**EXTRACTED INFORMATION:**
+++++
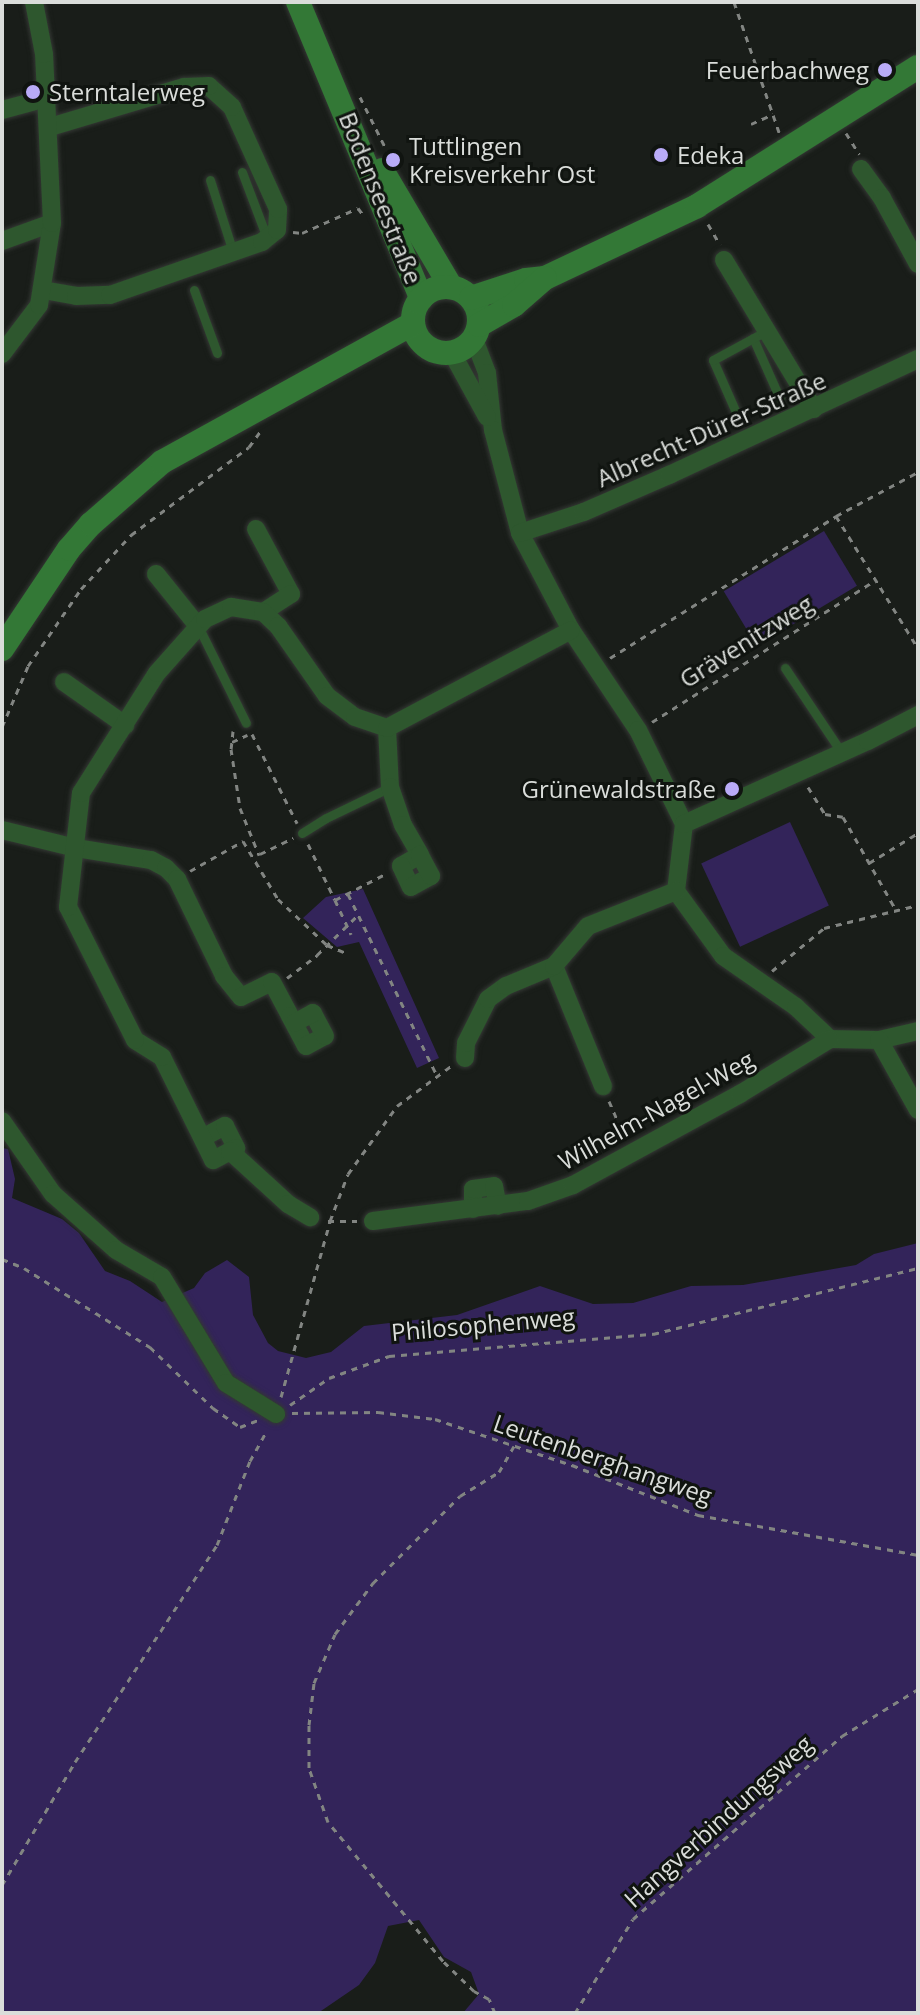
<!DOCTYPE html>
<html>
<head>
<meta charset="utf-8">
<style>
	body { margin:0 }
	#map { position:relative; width:920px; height:2015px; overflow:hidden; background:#191d19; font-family:"Open Sans",sans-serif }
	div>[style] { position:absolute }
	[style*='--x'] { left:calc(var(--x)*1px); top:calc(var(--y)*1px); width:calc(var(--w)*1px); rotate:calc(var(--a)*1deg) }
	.green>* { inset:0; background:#33245a; transform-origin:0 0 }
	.path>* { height:3px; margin-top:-1.5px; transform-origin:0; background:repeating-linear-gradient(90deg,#828582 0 6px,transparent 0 12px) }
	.roads { filter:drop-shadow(0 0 2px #343834) drop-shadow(0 0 2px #343834) }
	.lane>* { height:9px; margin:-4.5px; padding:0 4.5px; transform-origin:4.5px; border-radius:4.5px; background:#2e572e }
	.street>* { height:18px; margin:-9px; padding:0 9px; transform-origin:9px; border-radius:9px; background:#2e572e }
	.secondary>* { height:24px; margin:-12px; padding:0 12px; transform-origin:12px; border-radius:12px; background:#337836 }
	.secondary>.ring { margin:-12px; padding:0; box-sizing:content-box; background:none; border:24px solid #337836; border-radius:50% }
	.dots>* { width:22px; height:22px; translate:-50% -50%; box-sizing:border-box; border:4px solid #101410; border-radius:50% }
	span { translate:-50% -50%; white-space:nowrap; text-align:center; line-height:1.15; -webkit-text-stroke:6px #101410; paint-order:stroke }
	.poi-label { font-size:24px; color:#daddda }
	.right { translate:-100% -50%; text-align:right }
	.left { translate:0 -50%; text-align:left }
	.street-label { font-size:24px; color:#daddda }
	.frame { position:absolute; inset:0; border:4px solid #daddda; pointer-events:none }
</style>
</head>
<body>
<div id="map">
	<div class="green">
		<div style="left:824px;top:531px;width:64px;height:117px;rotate:59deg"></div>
		<div style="left:790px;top:822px;width:92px;height:98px;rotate:65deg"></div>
		<div style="clip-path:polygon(363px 889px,439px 1058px,417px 1068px,359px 942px,337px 947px,303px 918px,326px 897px)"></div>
		<div style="clip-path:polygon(2px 1148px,8px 1149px,15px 1179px,12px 1198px,62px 1219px,79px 1233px,105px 1271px,130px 1281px,162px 1302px,194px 1288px,205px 1273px,227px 1260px,249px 1277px,253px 1315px,268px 1343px,278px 1351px,306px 1358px,331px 1352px,364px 1326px,457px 1315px,540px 1286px,593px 1304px,633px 1303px,691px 1286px,743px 1285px,856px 1265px,874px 1254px,918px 1243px,918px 2013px,463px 2013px,479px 1994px,471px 1972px,444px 1957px,419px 1920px,388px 1926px,375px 1963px,359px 1985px,318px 2013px,2px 2013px)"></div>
	</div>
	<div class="path">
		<div style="--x:734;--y:2;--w:138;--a:70.9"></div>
		<div style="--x:360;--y:97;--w:60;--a:63.4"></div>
		<div style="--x:751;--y:124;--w:24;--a:-24"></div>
		<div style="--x:846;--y:133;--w:25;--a:58"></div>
		<div style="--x:708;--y:224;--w:24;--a:60"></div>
		<div style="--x:293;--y:232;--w:9;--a:6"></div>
		<div style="--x:302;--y:233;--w:61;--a:-24.1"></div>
		<div style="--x:358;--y:208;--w:10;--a:53"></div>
		<div style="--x:836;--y:516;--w:155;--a:58.2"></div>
		<div style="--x:610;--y:658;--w:267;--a:-32.1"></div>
		<div style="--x:836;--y:516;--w:93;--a:-28.2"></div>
		<div style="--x:652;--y:722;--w:263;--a:-32.4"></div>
		<div style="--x:2;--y:727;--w:66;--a:-66.9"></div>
		<div style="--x:28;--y:666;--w:93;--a:-55.5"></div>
		<div style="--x:81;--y:589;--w:74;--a:-47.2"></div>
		<div style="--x:131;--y:535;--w:147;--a:-36.7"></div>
		<div style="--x:249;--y:447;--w:22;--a:-54"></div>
		<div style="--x:233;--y:731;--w:18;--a:96"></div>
		<div style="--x:231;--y:749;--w:60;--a:81.3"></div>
		<div style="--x:240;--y:808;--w:51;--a:68"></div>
		<div style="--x:252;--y:734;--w:100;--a:63.2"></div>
		<div style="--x:232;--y:742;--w:17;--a:-25"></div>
		<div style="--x:808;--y:787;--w:32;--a:58"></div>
		<div style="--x:825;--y:814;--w:18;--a:9"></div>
		<div style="--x:843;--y:817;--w:105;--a:60.3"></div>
		<div style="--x:308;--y:844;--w:62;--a:64.3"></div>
		<div style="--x:335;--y:900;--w:59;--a:-27.4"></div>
		<div style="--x:260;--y:854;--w:37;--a:-26"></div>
		<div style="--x:869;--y:863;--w:57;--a:-31.5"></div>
		<div style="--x:190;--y:871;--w:61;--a:-29.5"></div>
		<div style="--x:243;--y:841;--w:68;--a:58.9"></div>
		<div style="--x:278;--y:899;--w:67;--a:43.2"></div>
		<div style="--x:327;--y:945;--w:21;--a:23"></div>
		<div style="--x:348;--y:894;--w:200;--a:63.9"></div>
		<div style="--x:335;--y:900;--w:38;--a:65"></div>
		<div style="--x:772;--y:971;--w:67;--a:-39.6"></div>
		<div style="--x:824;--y:928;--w:97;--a:-13.7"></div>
		<div style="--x:287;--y:978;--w:38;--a:-37"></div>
		<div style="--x:317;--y:955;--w:57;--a:-44.3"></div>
		<div style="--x:609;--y:1101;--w:40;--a:66.6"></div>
		<div style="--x:328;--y:1221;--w:29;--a:0"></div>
		<div style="--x:2;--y:1259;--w:24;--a:22"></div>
		<div style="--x:24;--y:1268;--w:149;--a:32.1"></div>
		<div style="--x:150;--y:1347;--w:88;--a:44.1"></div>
		<div style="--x:213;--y:1408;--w:33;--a:35"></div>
		<div style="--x:240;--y:1427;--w:19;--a:-21"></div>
		<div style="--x:281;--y:1397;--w:183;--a:-74.4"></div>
		<div style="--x:330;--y:1221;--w:50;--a:-69"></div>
		<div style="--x:348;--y:1174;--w:84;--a:-54.2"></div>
		<div style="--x:397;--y:1106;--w:67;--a:-36.5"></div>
		<div style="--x:290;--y:1405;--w:47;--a:-34.7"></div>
		<div style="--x:329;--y:1378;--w:64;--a:-20.1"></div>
		<div style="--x:389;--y:1356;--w:265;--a:-4.8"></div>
		<div style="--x:653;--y:1334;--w:273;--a:-14"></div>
		<div style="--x:292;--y:1413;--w:86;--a:-0.7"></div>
		<div style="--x:378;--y:1412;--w:57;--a:7"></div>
		<div style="--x:435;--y:1419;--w:145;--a:18.6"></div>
		<div style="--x:572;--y:1465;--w:136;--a:21.6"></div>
		<div style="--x:698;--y:1515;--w:224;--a:10.3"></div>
		<div style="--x:2;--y:1885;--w:143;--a:-59.3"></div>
		<div style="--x:75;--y:1762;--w:259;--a:-56.8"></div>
		<div style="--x:217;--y:1545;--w:90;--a:-68.6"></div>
		<div style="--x:250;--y:1461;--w:35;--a:-61"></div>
		<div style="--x:495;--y:2013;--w:15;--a:-113"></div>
		<div style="--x:489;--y:1999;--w:17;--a:-152"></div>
		<div style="--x:474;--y:1991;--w:43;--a:-135.9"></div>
		<div style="--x:443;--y:1961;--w:180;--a:-129.6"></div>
		<div style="--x:328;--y:1822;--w:57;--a:-109.4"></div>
		<div style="--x:309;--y:1768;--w:43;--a:-90"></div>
		<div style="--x:309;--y:1725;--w:42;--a:-83.2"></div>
		<div style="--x:314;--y:1683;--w:53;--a:-66.8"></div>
		<div style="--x:335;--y:1634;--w:64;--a:-53.3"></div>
		<div style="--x:373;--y:1583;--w:123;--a:-45"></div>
		<div style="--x:460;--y:1496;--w:46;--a:-31.6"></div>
		<div style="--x:499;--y:1472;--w:30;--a:-60"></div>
		<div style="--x:575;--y:2013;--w:110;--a:-58.3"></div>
		<div style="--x:633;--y:1919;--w:278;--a:-41.2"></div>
		<div style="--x:842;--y:1736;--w:89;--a:-31.7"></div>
	</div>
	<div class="roads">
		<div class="lane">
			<div style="--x:242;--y:172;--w:71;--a:69.3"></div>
			<div style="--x:210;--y:180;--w:76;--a:72.3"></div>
			<div style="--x:194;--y:290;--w:67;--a:69.9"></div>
			<div style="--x:753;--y:338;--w:67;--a:66.1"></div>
			<div style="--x:738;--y:417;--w:62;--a:-113.7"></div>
			<div style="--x:713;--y:360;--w:63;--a:-28.6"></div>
			<div style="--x:198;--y:626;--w:108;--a:63.7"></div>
			<div style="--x:785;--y:668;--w:102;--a:56.2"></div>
			<div style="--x:302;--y:833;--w:28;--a:-32"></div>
			<div style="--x:326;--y:818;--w:71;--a:-25.8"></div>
		</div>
		<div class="street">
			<div style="--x:2;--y:110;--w:47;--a:-14.9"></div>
			<div style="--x:861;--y:169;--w:36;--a:54"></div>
			<div style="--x:882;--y:198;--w:75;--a:61.4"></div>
			<div style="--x:2;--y:241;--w:53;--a:-19.8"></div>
			<div style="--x:724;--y:260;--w:174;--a:58.9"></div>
			<div style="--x:43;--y:290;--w:34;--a:10"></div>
			<div style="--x:76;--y:296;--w:34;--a:-2"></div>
			<div style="--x:110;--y:295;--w:161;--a:-19.2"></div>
			<div style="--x:262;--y:242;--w:19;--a:-39"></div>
			<div style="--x:277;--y:230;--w:21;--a:-87"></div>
			<div style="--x:278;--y:209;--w:112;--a:-114.3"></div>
			<div style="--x:232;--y:107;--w:31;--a:-138"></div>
			<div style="--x:209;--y:86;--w:25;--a:178"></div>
			<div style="--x:184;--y:87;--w:140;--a:163.4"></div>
			<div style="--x:474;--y:339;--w:36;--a:69"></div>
			<div style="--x:487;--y:373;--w:57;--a:84"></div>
			<div style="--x:493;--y:430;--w:106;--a:75.3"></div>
			<div style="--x:520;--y:533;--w:110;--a:62.3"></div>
			<div style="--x:571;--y:630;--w:120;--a:56.2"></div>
			<div style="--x:638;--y:730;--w:105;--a:63.9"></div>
			<div style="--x:684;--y:824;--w:67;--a:96.8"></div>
			<div style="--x:452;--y:353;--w:73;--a:61.3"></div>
			<div style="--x:2;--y:354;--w:61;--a:-52.9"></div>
			<div style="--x:39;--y:305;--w:83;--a:-81"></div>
			<div style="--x:52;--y:223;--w:169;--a:-92.7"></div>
			<div style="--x:44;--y:54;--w:53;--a:-100.9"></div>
			<div style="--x:256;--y:529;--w:74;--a:61.7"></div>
			<div style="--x:291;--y:594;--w:33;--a:147"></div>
			<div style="--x:520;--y:533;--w:67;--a:-18.2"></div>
			<div style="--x:584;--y:512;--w:93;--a:-23.5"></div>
			<div style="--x:669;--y:475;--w:275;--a:-25"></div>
			<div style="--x:156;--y:574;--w:65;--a:51.2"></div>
			<div style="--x:64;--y:682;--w:75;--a:35.2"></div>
			<div style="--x:387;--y:728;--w:59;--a:87.1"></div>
			<div style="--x:390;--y:787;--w:40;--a:71.1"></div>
			<div style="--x:403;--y:825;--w:34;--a:60"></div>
			<div style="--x:420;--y:855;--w:22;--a:150"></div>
			<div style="--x:401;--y:866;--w:23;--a:65"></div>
			<div style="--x:411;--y:887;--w:23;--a:-29"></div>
			<div style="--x:431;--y:876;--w:24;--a:-118"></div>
			<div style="--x:684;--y:824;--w:202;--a:-24.3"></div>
			<div style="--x:868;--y:741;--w:56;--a:-27.5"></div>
			<div style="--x:2;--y:830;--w:76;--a:13.7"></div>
			<div style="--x:76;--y:848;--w:76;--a:9.1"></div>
			<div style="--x:151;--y:860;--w:17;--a:28"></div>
			<div style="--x:166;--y:868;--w:16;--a:45"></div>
			<div style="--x:177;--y:879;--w:108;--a:64.1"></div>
			<div style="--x:224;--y:976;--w:27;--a:51"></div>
			<div style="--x:241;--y:997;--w:34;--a:-26"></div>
			<div style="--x:272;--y:982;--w:38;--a:62"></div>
			<div style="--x:290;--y:1016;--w:34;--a:62"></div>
			<div style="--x:306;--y:1046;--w:21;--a:-28"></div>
			<div style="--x:325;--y:1036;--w:26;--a:-118"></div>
			<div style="--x:313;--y:1013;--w:21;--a:152"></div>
			<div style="--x:676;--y:891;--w:80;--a:54.1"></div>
			<div style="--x:723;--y:956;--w:89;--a:34.9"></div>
			<div style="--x:796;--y:1007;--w:47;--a:43.3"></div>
			<div style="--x:830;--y:1039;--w:49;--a:1.2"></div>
			<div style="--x:879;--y:1040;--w:40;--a:-13"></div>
			<div style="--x:554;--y:966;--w:130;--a:67.8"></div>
			<div style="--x:879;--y:1040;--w:80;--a:60.9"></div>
			<div style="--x:465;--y:1058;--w:15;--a:-86"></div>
			<div style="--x:466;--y:1043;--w:49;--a:-63.4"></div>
			<div style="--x:488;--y:999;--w:22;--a:-36"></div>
			<div style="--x:506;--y:986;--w:52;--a:-22.6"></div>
			<div style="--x:554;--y:966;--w:52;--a:-49.6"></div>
			<div style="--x:588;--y:926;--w:95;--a:-21.7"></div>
			<div style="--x:2;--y:1121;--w:89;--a:55.1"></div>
			<div style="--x:53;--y:1194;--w:84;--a:41.6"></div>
			<div style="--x:116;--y:1250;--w:53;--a:30.4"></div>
			<div style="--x:162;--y:1277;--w:124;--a:58.9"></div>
			<div style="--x:226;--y:1383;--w:59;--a:31.8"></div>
			<div style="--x:204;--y:1137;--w:24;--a:-28"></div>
			<div style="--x:225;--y:1126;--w:25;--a:63"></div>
			<div style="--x:236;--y:1148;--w:26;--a:152"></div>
			<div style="--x:213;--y:1160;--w:115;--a:-116.3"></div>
			<div style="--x:162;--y:1057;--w:32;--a:-148"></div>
			<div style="--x:135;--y:1040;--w:149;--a:-116.7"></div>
			<div style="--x:68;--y:907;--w:115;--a:-83.5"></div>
			<div style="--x:81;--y:793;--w:142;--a:-57.7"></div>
			<div style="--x:157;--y:673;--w:72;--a:-48.4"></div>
			<div style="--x:205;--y:619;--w:29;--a:-25"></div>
			<div style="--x:231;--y:607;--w:32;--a:9"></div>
			<div style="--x:263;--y:612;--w:21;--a:43"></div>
			<div style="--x:278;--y:626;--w:85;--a:55"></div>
			<div style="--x:327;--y:696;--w:35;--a:37"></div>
			<div style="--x:355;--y:717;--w:34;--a:19"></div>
			<div style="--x:387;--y:728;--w:208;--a:-28"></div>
			<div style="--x:230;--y:1151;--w:79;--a:42.4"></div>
			<div style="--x:288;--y:1204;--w:26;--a:31"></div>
			<div style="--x:473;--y:1209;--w:20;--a:-90"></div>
			<div style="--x:473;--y:1189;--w:21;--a:-8"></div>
			<div style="--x:494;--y:1186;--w:20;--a:79"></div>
			<div style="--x:373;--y:1221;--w:156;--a:-7.4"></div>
			<div style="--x:528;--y:1201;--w:48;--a:-19.6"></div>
			<div style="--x:573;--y:1185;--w:190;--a:-28.6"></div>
			<div style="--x:740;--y:1094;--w:105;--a:-31.4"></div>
		</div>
		<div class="secondary">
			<div style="--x:298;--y:2;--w:321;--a:67.4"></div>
			<div style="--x:382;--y:170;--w:136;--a:59.5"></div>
			<div class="ring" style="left:413px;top:287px;width:42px;height:42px"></div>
			<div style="--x:471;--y:298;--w:58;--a:-18.1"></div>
			<div style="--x:526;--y:280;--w:19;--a:-6"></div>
			<div style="--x:545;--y:278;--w:168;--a:-25.3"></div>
			<div style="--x:697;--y:206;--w:261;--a:-32.2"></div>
			<div style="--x:479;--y:325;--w:40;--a:-29.7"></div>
			<div style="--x:514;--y:305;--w:41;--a:-41.1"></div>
			<div style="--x:2;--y:649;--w:120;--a:-56.2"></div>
			<div style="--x:69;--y:549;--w:33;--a:-49"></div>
			<div style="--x:91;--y:524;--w:94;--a:-41.1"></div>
			<div style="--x:162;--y:462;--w:286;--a:-28.9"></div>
		</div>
	</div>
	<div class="dots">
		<div style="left:885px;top:70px;background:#b9abf7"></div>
		<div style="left:33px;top:92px;background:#b9abf7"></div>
		<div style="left:661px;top:155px;background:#b9abf7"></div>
		<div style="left:393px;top:160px;background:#b9abf7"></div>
		<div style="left:732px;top:789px;background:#b9abf7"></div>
	</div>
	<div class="poi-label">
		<span class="right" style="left:869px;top:70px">Feuerbachweg</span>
		<span class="left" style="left:49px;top:92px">Sterntalerweg</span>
		<span class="left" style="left:409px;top:160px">Tuttlingen<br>Kreisverkehr Ost</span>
		<span class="left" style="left:677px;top:155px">Edeka</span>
		<span class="right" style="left:716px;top:789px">Grünewaldstraße</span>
	</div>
	<div class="street-label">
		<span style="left:381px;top:198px;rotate:68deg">Bodenseestraße</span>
		<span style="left:711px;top:429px;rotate:-24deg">Albrecht-Dürer-Straße</span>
		<span style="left:746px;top:641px;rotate:-32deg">Grävenitzweg</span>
		<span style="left:656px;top:1110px;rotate:-29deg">Wilhelm-Nagel-Weg</span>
		<span style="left:483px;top:1324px;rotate:-5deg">Philosophenweg</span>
		<span style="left:603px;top:1459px;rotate:19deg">Leutenberghangweg</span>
		<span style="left:718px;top:1821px;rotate:-42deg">Hangverbindungsweg</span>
	</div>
	<div class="frame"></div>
</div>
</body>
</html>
+++++
**GOAL OF THE EXERCISE:** Find "lane" in the preceding records. Copy each line that holds it.

**TASK RESULT:**
	.lane>* { height:9px; margin:-4.5px; padding:0 4.5px; transform-origin:4.5px; border-radius:4.5px; background:#2e572e }
		<div class="lane">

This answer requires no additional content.